▶ Your objective
Which lines run from the start of the material below through the line containing "2px #9a8c7e) drop-shadow(0"? Retype them exactly, pictures excluded.

▶ Exercise inputs
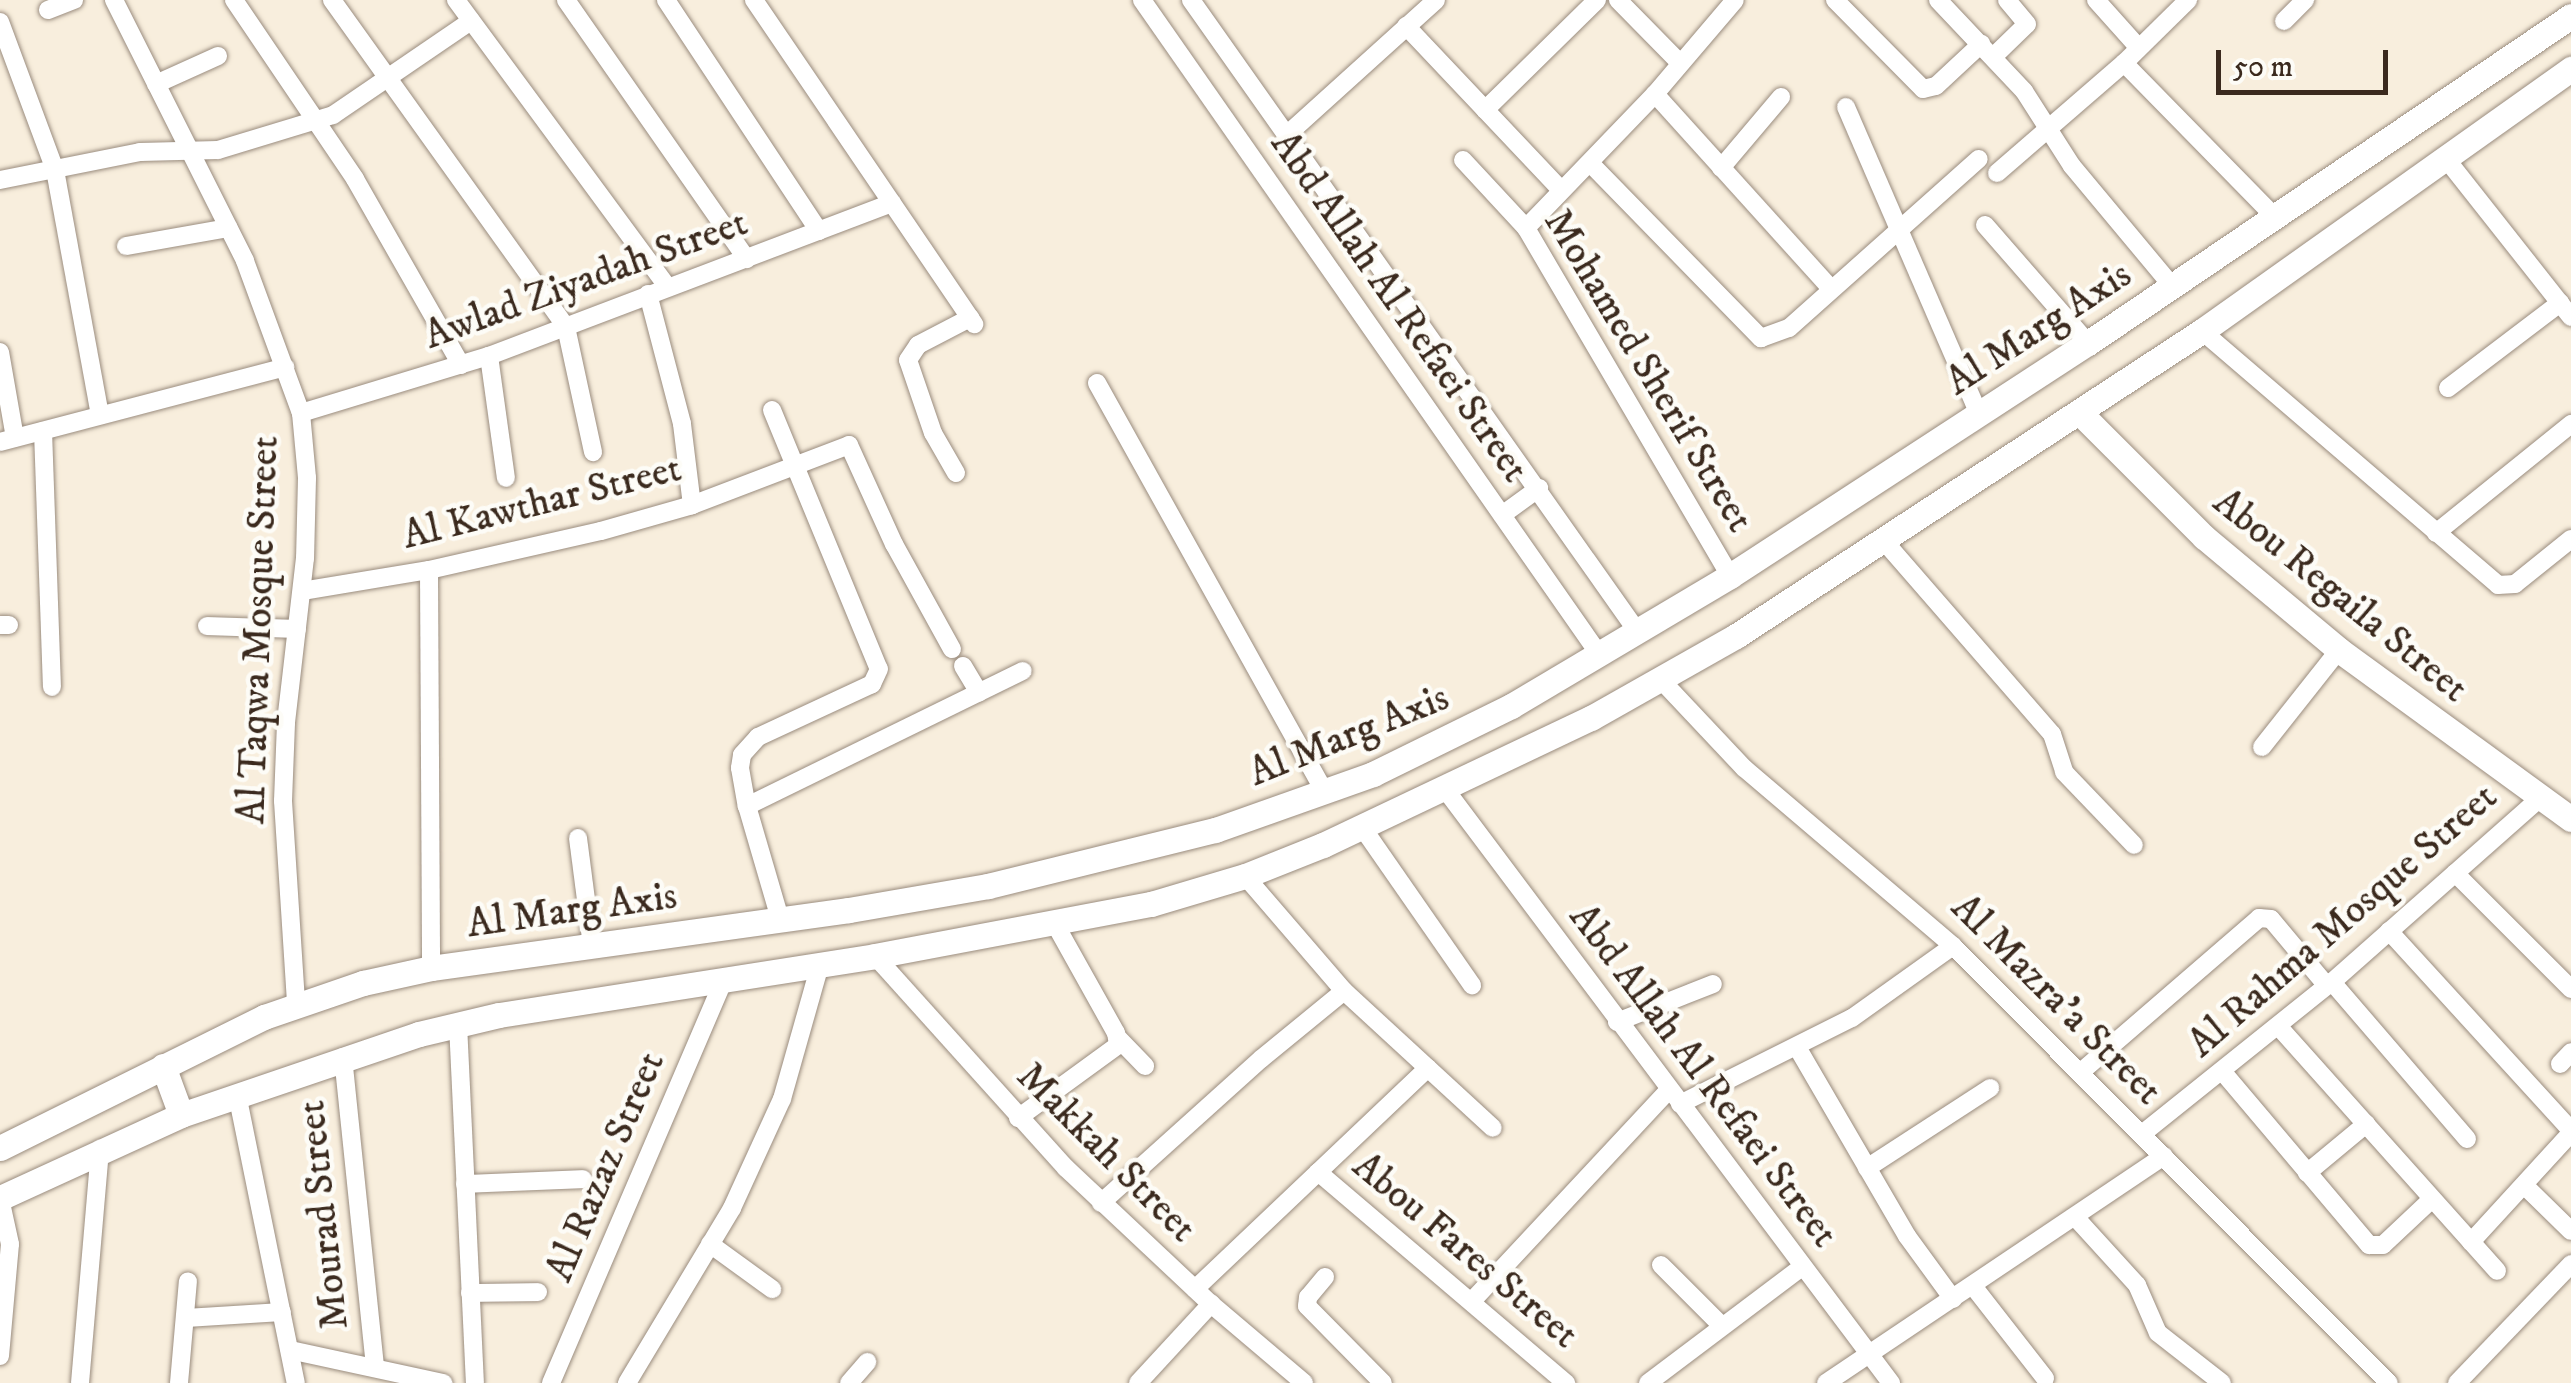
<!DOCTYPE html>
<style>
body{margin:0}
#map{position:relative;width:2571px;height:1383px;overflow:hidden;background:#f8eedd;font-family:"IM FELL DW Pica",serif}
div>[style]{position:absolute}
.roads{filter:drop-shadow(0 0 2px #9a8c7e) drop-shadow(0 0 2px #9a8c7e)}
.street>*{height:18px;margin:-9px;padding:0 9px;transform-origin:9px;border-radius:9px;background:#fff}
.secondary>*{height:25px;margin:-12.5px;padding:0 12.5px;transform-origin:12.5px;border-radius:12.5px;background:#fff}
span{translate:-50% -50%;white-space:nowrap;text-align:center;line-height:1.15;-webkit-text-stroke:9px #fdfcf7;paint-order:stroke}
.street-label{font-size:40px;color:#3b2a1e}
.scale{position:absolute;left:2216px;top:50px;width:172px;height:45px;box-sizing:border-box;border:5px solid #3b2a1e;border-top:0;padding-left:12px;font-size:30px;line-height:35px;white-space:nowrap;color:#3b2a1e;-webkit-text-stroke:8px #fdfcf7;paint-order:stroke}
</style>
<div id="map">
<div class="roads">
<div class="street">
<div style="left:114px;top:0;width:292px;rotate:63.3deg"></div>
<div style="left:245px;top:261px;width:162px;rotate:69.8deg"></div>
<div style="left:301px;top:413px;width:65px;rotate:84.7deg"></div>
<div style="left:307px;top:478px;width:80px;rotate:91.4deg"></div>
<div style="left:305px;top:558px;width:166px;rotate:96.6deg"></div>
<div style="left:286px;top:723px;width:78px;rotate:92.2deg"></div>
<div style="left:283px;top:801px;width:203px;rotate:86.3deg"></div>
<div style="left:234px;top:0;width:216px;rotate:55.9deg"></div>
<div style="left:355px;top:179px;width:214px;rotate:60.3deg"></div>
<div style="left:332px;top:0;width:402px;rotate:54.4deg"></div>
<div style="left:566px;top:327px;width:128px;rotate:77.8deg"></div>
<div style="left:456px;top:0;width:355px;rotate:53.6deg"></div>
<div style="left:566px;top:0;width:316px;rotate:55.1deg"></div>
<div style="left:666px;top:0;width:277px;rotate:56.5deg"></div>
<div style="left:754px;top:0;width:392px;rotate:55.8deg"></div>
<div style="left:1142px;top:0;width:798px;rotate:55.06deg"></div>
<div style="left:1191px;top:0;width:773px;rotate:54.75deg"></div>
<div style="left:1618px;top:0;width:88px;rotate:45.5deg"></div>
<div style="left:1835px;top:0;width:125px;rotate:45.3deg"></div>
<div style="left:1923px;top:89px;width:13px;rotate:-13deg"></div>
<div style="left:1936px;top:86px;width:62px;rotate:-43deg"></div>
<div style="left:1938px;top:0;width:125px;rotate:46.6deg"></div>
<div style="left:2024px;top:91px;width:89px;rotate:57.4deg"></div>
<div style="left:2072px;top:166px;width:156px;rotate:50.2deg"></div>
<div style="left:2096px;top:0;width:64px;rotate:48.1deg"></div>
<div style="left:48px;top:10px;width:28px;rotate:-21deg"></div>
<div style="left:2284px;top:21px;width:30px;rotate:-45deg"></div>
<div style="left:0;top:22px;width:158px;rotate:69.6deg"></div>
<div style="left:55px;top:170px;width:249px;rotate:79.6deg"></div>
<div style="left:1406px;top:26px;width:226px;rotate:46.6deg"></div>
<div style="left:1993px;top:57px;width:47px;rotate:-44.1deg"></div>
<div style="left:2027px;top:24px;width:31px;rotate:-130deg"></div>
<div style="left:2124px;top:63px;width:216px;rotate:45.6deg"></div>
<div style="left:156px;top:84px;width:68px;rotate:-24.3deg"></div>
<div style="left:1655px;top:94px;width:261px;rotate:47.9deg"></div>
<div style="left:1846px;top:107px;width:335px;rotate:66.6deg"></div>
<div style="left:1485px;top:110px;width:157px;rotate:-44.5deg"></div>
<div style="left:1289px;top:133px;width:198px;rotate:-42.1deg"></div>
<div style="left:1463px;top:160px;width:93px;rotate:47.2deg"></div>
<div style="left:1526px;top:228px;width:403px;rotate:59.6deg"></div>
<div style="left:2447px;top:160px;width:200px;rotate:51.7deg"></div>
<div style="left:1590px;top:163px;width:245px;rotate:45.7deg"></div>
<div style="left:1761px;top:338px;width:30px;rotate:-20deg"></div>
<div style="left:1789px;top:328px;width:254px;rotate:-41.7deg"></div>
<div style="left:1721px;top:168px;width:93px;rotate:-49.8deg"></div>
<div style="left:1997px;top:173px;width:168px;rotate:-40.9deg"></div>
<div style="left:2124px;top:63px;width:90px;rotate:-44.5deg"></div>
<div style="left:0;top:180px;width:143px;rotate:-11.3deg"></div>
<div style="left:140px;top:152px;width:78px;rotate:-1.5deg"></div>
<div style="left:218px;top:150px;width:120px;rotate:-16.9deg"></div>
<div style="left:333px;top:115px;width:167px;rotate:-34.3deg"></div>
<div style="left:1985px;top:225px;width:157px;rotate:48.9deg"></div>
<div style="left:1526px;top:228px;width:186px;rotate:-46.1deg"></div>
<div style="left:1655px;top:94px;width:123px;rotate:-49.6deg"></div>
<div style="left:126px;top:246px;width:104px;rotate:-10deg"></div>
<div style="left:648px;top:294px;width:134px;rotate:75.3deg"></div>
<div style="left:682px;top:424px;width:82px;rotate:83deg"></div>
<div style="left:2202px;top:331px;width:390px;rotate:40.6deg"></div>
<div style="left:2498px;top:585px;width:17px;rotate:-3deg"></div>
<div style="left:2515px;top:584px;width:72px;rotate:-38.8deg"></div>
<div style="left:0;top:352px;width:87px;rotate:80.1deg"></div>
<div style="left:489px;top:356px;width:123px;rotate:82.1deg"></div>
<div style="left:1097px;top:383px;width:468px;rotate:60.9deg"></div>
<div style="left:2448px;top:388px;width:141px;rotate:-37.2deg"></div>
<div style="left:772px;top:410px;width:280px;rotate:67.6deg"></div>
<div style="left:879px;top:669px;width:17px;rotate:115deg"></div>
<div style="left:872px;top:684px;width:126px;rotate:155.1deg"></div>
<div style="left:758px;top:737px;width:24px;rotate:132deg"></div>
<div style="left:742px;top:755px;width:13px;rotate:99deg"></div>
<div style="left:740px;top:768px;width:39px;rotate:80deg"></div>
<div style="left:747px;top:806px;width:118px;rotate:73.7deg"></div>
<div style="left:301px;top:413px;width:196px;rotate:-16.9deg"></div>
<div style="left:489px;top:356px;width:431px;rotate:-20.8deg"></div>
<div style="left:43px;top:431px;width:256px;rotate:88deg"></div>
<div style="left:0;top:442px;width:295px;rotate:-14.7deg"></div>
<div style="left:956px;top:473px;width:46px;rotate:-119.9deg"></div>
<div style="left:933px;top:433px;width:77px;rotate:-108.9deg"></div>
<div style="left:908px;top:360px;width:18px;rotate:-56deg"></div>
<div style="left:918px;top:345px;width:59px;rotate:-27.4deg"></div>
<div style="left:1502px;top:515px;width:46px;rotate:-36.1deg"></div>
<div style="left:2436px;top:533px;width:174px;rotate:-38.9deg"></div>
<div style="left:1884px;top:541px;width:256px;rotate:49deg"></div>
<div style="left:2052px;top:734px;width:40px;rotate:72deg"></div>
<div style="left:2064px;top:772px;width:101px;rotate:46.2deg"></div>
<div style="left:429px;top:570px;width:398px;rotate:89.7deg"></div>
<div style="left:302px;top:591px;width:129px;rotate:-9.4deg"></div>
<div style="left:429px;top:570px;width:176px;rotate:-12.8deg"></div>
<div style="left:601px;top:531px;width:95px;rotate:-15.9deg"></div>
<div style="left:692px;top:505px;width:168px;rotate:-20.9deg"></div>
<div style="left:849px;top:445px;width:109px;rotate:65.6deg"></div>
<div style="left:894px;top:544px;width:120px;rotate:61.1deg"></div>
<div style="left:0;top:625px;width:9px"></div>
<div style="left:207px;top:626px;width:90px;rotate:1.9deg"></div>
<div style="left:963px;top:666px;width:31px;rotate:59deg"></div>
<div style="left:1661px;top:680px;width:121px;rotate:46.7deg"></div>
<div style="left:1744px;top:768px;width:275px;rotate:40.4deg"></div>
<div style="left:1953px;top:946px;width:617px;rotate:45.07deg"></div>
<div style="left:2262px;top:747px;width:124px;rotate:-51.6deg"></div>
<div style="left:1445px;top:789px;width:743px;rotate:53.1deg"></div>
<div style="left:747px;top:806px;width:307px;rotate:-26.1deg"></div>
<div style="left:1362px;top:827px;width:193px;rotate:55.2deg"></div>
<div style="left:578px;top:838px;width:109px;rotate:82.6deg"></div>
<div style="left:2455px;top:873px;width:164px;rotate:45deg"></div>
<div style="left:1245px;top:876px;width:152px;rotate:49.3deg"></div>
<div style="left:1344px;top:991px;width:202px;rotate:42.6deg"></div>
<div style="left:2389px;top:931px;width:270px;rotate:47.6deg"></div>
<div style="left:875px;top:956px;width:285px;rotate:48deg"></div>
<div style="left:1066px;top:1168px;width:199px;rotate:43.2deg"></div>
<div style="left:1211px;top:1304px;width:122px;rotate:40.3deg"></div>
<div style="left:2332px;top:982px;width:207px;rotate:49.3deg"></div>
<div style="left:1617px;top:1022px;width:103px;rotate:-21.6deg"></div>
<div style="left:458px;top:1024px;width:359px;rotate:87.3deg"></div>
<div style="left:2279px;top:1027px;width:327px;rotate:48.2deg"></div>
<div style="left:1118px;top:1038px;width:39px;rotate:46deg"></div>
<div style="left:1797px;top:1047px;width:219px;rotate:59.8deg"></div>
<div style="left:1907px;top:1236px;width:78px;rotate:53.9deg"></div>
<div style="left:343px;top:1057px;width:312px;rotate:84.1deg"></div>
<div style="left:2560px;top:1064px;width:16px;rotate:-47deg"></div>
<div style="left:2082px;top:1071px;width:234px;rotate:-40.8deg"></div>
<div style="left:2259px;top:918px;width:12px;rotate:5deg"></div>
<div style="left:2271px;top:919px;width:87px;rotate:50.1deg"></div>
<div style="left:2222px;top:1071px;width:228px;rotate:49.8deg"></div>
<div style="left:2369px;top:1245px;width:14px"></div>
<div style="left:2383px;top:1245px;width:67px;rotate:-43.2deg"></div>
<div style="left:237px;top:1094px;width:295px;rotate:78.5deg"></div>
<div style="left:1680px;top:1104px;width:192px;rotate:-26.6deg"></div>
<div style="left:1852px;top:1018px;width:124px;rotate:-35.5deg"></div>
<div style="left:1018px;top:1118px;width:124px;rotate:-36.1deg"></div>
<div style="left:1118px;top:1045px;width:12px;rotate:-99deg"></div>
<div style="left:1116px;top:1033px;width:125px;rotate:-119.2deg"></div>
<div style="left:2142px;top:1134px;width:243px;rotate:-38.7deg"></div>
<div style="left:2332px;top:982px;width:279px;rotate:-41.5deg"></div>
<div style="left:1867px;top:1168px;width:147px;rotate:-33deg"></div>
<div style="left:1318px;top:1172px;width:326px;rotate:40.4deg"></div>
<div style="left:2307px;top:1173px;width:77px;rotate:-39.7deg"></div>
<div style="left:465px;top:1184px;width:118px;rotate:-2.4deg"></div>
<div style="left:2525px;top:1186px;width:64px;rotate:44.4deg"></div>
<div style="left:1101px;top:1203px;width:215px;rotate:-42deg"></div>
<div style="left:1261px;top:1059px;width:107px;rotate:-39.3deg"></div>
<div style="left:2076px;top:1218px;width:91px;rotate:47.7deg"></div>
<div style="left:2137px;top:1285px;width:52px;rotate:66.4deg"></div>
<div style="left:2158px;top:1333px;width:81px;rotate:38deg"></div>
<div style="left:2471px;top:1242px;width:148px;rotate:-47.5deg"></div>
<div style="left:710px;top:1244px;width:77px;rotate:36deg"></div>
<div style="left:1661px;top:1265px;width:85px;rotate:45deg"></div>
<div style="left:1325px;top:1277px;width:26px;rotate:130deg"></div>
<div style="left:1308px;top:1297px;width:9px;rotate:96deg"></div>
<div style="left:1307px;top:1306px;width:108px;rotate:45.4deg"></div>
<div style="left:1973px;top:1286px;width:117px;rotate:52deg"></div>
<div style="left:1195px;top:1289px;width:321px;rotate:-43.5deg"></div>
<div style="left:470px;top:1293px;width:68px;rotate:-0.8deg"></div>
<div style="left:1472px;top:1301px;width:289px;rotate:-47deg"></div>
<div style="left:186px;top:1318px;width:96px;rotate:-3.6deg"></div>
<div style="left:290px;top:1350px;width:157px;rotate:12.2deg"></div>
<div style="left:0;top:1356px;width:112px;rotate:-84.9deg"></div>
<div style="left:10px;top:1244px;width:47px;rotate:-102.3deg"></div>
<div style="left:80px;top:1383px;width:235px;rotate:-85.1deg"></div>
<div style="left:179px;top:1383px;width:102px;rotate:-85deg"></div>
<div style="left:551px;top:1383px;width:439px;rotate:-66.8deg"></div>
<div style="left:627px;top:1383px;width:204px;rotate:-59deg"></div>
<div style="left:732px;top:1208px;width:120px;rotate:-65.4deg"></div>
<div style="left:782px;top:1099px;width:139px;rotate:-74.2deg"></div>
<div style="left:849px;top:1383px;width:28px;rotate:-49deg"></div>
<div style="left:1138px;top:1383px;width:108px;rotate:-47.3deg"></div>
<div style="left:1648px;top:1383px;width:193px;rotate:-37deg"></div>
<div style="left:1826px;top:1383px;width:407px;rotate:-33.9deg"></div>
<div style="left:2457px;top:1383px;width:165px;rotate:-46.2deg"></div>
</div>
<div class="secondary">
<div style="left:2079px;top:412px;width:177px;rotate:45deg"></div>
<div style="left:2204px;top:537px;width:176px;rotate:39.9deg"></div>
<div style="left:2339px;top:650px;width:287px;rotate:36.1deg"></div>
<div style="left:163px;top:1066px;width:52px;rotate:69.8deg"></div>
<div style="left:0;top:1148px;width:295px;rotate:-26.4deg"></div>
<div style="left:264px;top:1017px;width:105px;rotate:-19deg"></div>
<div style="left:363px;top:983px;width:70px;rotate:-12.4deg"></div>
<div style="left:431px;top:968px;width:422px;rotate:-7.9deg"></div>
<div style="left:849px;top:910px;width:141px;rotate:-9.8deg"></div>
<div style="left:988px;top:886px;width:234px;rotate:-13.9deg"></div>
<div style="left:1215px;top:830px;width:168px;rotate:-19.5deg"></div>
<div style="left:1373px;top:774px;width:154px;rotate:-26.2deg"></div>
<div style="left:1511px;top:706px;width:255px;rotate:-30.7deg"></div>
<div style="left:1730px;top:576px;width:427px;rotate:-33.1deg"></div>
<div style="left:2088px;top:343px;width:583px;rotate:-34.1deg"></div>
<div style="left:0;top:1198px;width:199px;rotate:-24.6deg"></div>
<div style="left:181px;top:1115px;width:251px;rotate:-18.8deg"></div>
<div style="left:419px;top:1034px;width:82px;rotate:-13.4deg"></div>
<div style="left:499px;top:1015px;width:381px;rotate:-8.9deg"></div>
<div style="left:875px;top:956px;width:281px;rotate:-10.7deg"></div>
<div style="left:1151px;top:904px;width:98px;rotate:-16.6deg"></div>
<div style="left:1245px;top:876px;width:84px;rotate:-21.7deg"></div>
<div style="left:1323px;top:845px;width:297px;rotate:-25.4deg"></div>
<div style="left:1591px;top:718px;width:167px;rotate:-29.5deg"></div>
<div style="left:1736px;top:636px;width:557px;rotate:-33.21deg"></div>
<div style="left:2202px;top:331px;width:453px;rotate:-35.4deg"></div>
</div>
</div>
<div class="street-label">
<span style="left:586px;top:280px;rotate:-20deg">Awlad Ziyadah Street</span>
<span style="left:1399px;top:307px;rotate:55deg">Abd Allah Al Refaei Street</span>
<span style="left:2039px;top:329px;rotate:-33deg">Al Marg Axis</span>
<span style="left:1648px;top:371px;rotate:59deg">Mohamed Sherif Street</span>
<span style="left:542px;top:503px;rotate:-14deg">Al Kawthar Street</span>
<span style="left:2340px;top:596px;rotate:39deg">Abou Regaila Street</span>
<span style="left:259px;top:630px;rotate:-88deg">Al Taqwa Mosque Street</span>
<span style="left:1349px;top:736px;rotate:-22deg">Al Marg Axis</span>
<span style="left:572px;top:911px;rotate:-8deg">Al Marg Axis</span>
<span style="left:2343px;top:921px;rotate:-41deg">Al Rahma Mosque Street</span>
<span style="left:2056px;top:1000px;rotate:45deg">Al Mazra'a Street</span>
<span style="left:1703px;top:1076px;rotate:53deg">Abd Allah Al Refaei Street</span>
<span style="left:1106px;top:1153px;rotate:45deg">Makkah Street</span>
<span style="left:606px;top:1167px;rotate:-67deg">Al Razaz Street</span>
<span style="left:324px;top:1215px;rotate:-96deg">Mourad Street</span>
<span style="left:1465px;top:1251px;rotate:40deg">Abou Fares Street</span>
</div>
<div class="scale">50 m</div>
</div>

▶ Response to this exercise
<!DOCTYPE html>
<style>
body{margin:0}
#map{position:relative;width:2571px;height:1383px;overflow:hidden;background:#f8eedd;font-family:"IM FELL DW Pica",serif}
div>[style]{position:absolute}
.roads{filter:drop-shadow(0 0 2px #9a8c7e) drop-shadow(0 0 2px #9a8c7e)}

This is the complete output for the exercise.